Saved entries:
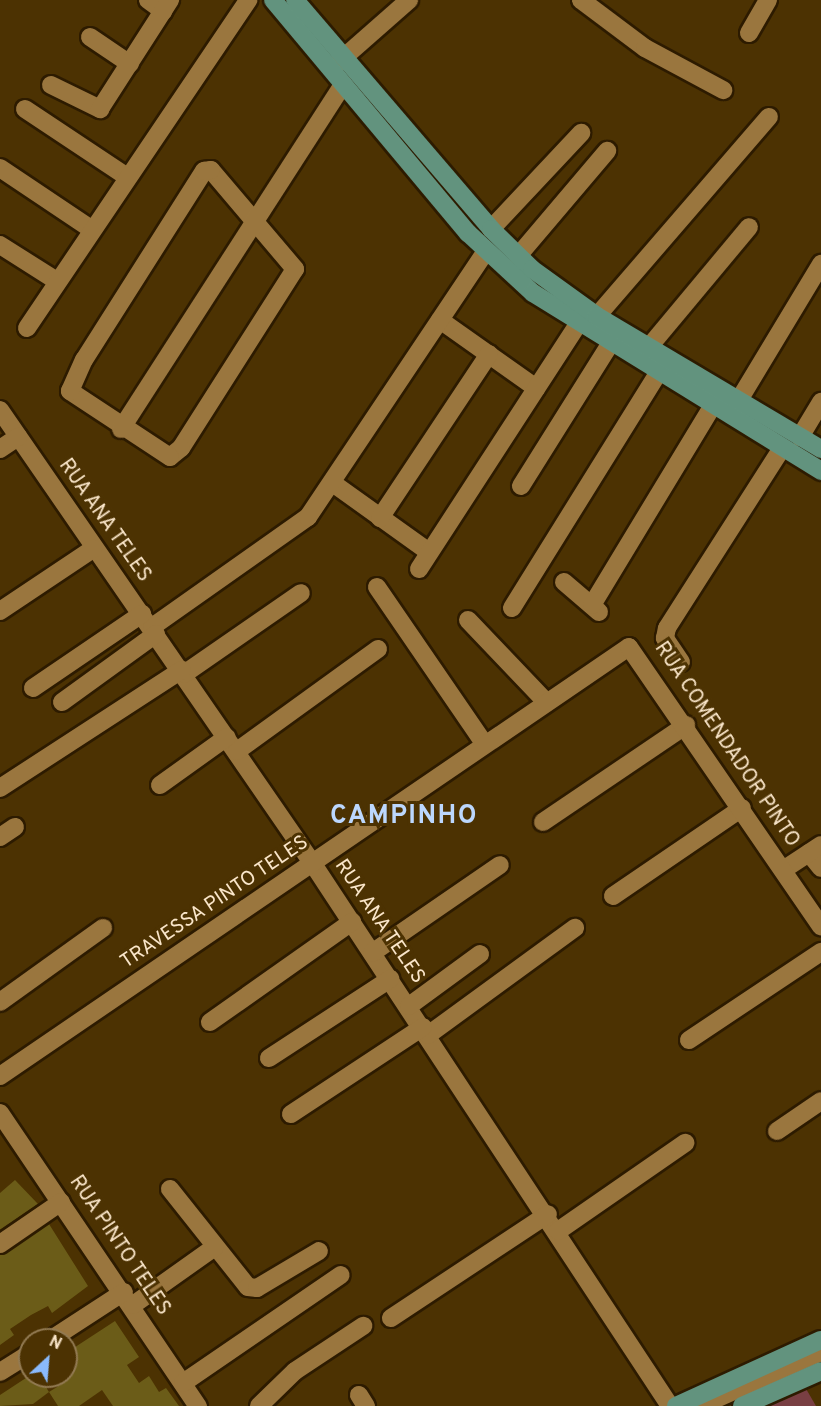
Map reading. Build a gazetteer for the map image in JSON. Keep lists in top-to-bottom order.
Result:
{
  "streets": {
    "street": [
      "RUA ANA TELES",
      "RUA COMENDADOR PINTO",
      "TRAVESSA PINTO TELES",
      "RUA PINTO TELES"
    ]
  },
  "crossings": [
    ["RUA ANA TELES", "TRAVESSA PINTO TELES"],
    ["RUA COMENDADOR PINTO", "TRAVESSA PINTO TELES"]
  ],
  "districts": ["CAMPINHO"],
  "north": "top right"
}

- **ASSIGNMENT**:
Retype every entry word for word, but do not carry over the pictures.

- **EXERCISE RESULT**:
Map reading. Build a gazetteer for the map image in JSON. Keep lists in top-to-bottom order.
Result:
{
  "streets": {
    "street": [
      "RUA ANA TELES",
      "RUA COMENDADOR PINTO",
      "TRAVESSA PINTO TELES",
      "RUA PINTO TELES"
    ]
  },
  "crossings": [
    ["RUA ANA TELES", "TRAVESSA PINTO TELES"],
    ["RUA COMENDADOR PINTO", "TRAVESSA PINTO TELES"]
  ],
  "districts": ["CAMPINHO"],
  "north": "top right"
}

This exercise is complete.